TASK –
Gather up every line from the entries below that uses the word "labels".

Saved data entries –
───

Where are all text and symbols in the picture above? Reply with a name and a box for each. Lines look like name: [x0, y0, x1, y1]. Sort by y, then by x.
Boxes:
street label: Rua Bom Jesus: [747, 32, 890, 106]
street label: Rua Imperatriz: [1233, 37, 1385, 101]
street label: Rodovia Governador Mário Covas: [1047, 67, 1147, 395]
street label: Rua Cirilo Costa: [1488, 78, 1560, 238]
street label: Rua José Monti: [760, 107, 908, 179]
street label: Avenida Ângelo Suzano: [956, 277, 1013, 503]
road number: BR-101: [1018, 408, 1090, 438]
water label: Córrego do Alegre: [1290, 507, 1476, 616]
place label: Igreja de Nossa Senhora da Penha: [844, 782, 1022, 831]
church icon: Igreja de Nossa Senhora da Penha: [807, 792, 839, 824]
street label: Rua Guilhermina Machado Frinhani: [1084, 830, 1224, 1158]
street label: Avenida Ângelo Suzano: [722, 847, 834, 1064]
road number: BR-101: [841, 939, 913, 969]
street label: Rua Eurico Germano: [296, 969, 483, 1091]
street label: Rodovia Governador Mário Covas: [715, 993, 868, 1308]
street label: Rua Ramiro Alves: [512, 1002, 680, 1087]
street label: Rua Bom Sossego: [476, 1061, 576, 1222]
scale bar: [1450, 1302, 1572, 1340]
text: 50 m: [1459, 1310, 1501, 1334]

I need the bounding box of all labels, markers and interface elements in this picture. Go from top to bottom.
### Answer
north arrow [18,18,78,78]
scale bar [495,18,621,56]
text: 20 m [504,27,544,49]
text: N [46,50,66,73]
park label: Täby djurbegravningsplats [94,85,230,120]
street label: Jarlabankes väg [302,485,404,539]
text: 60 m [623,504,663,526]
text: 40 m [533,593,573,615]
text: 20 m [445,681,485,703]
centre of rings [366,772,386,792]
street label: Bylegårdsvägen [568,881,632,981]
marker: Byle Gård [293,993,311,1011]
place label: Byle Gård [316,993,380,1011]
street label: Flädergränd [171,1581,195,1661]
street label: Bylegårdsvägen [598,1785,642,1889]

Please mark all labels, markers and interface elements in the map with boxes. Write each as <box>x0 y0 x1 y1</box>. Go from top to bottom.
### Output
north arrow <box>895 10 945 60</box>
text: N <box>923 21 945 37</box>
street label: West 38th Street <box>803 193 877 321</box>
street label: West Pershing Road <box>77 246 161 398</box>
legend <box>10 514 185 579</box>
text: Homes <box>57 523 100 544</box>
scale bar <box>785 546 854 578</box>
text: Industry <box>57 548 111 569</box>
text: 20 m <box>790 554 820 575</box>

───

RESULT FOR THIS TASK –
I need the bounding box of all labels, markers and interface elements in this picture. Go from top to bottom.
Please mark all labels, markers and interface elements in the map with boxes. Write each as <box>x0 y0 x1 y1</box>. Go from top to bottom.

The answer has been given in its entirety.